O bastonário da Ordem dos Advogados defendeu esta segunda-feira o actual modelo do apoio judiciário e recusou a possibilidade de ser criado um outro que transforme os defensores em funcionários do Estado.
Marinho Pinto foi esta segunda-feira, a seu pedido, recebido pelo Presidente da República, Cavaco Silva, sendo que e um dos assuntos abordados foi a polémica das defesas oficiosas e a dívida do Estado, que segundo a Ordem é de cerca de 30 milhões de euros, aos advogados que prestam apoio judiciário aos mais desfavorecidos.
"Achamos que este modelo não é perfeito mas é bom e evitou todos os defeitos que eram conhecidos nos modelos do passado", afirmou à saída da audiência de cerca de 40 minutos.
Marinho Pinto disse discordar dos modelos que "funcionalizam a advocacia, que transformam os advogados em funcionários", que passariam pela criação de uma bolsa de advogados oficiosos.

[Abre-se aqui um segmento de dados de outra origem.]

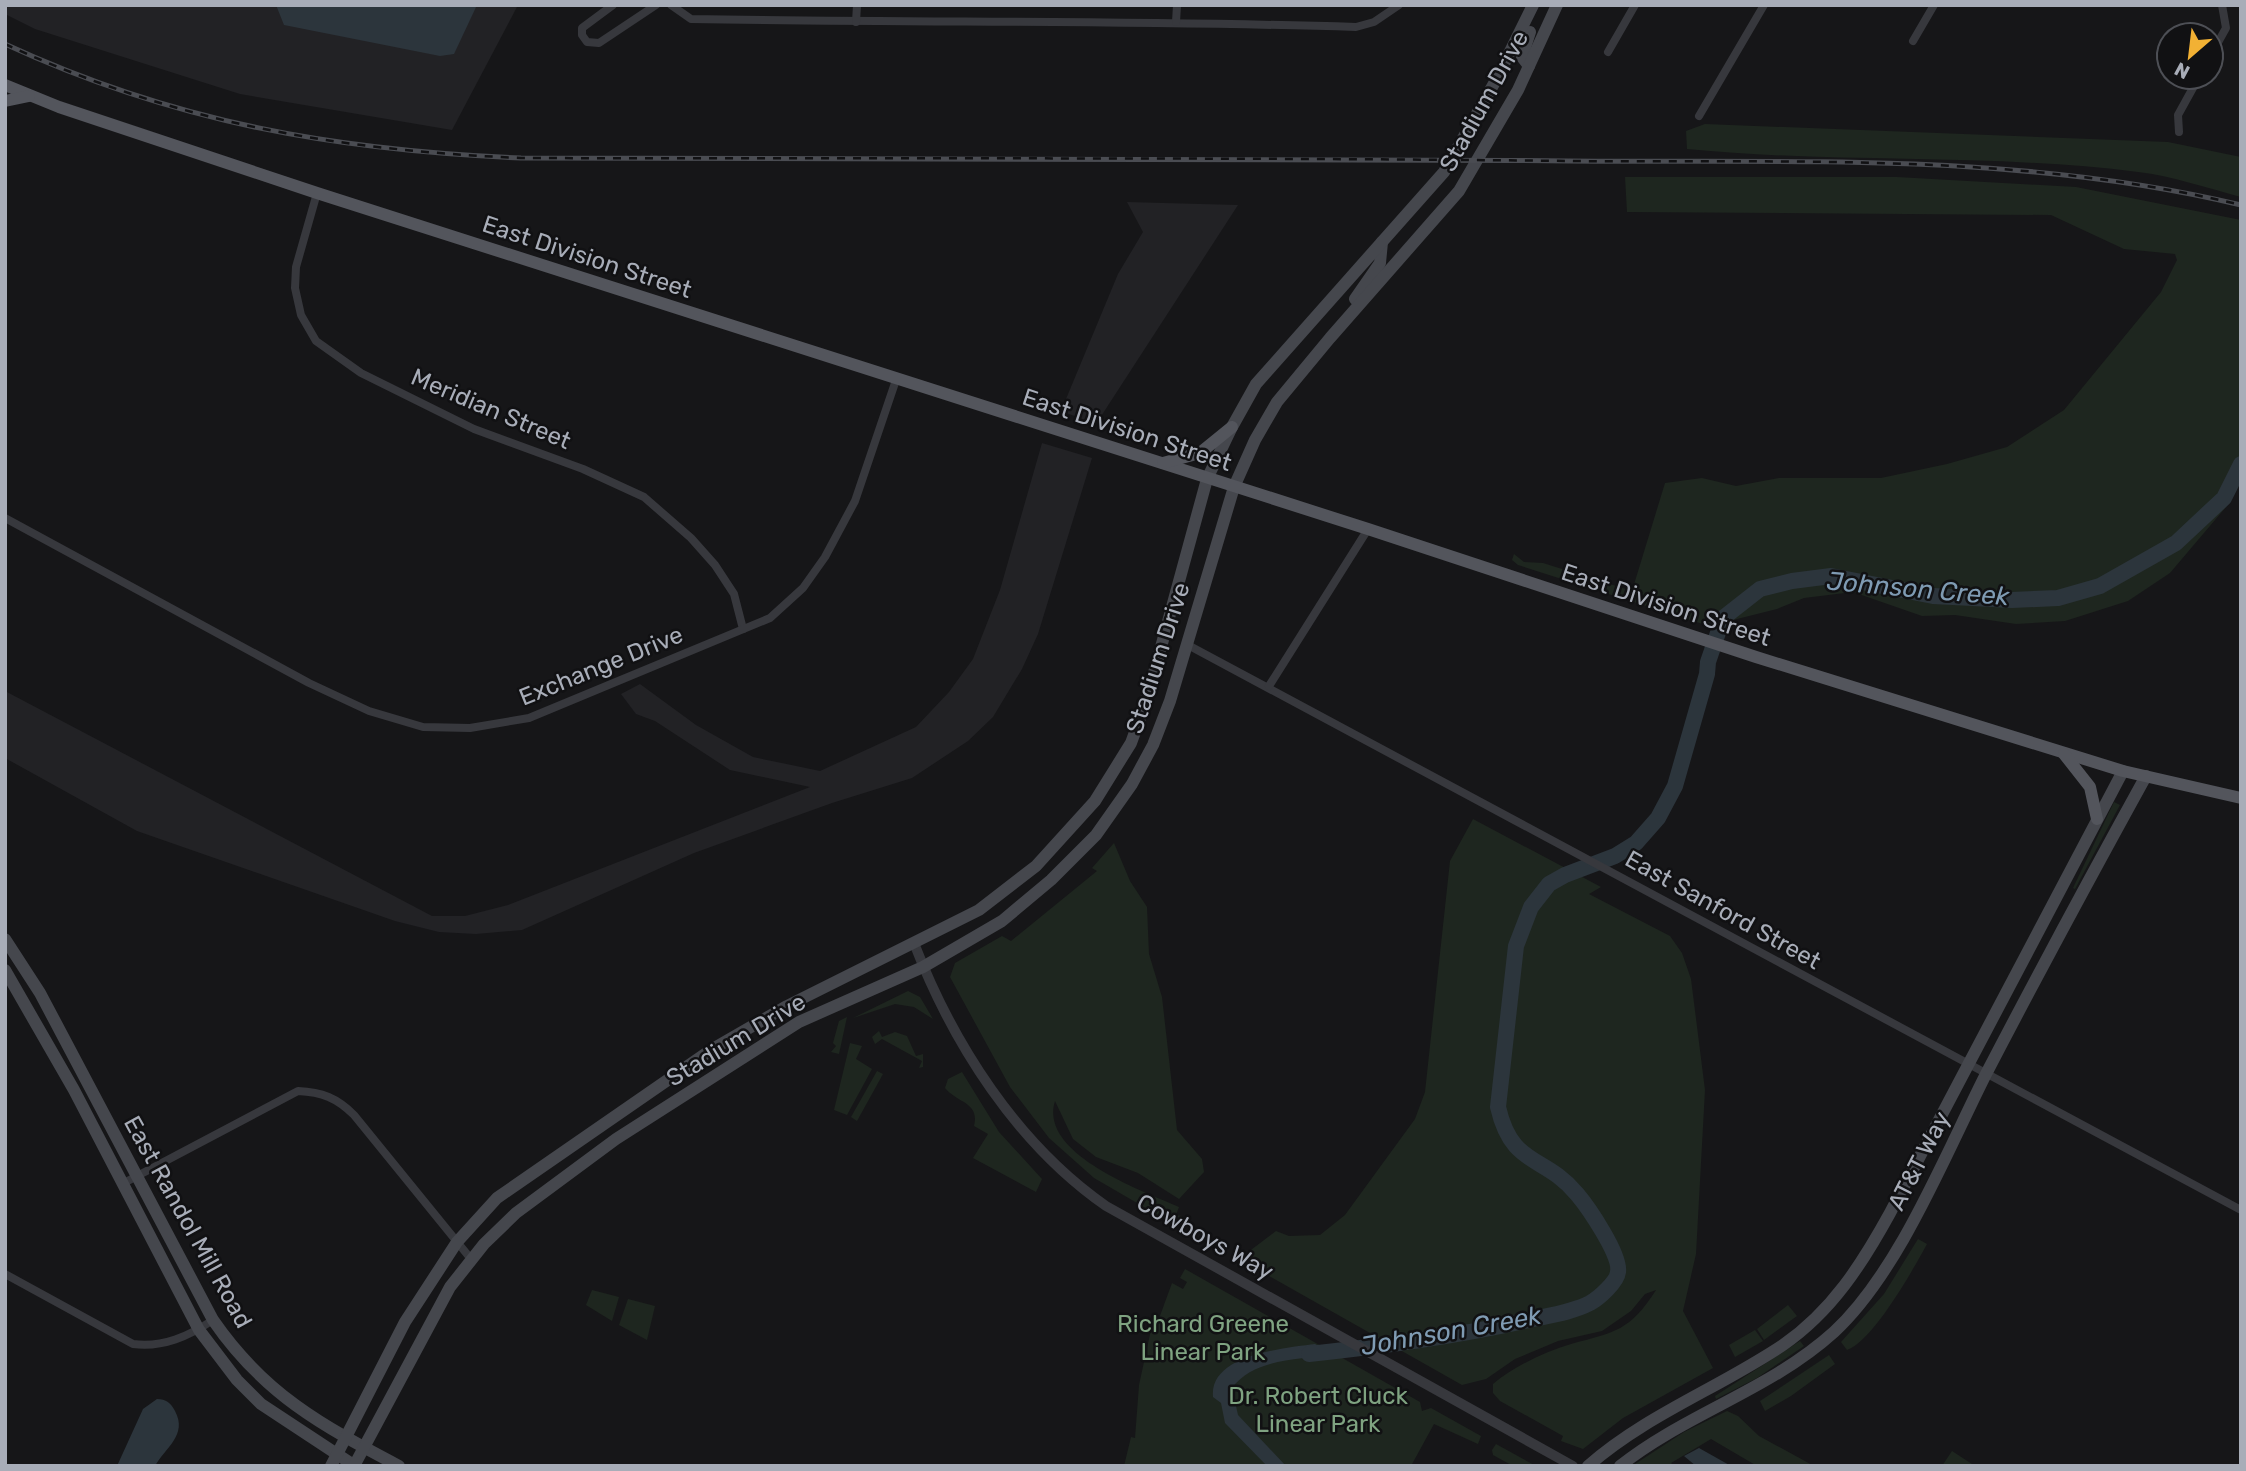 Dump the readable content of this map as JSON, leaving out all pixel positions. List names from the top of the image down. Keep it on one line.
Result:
{"streets":{"main road":["Stadium Drive","East Division Street","AT&T Way","East Randol Mill Road"],"street":["Meridian Street","Exchange Drive","East Sanford Street","Cowboys Way"]},"crossings":[["Stadium Drive","East Division Street"],["Stadium Drive","East Sanford Street"],["Stadium Drive","East Randol Mill Road"],["Stadium Drive","Cowboys Way"],["East Division Street","Meridian Street"],["East Division Street","Exchange Drive"],["East Division Street","AT&T Way"],["Meridian Street","Exchange Drive"],["East Sanford Street","AT&T Way"]],"water":["Johnson Creek"],"parks":["Richard Greene Linear Park","Dr. Robert Cluck Linear Park"],"north":"bottom left"}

Recentemente a ministra da Justiça, Paula Teixeira da Cruz, afirmou publicamente que o actual modelo das defesas oficiosas, cujo pagamento está centralizado no sistema informático da Ordem (SINOA), tinha que ser alterado, tendo decidido fazer uma auditoria que deverá estar concluída este mês.
"O Estado dá o juiz que julga, dá o procurador que acusa, mas não pode dar um funcionário que faz a defesa dos cidadãos", insistiu Marinho Pinto, reconhecendo que este modelo de apoio tem alguns defensores "sobretudo por razões de natureza económica".
Porém, acrescentou, "poupar na Justiça sai muito caro ao Estado de direito e aos direitos dos cidadãos". Marinho Pinto quer que "o governo se defina e decida rapidamente" o pagamento das dívidas aos advogados oficiosos, alegando que "tem de dar bons exemplos" e lembrou que já está decidido avançar com processos contra o Estado.
Recusando dar pormenores sobre a conversa que teve com Cavaco Silva, Marinho Pinto disse apenas que o "Presidente da República está muito bem informado e que sempre manifestou preocupação com as questões da Justiça".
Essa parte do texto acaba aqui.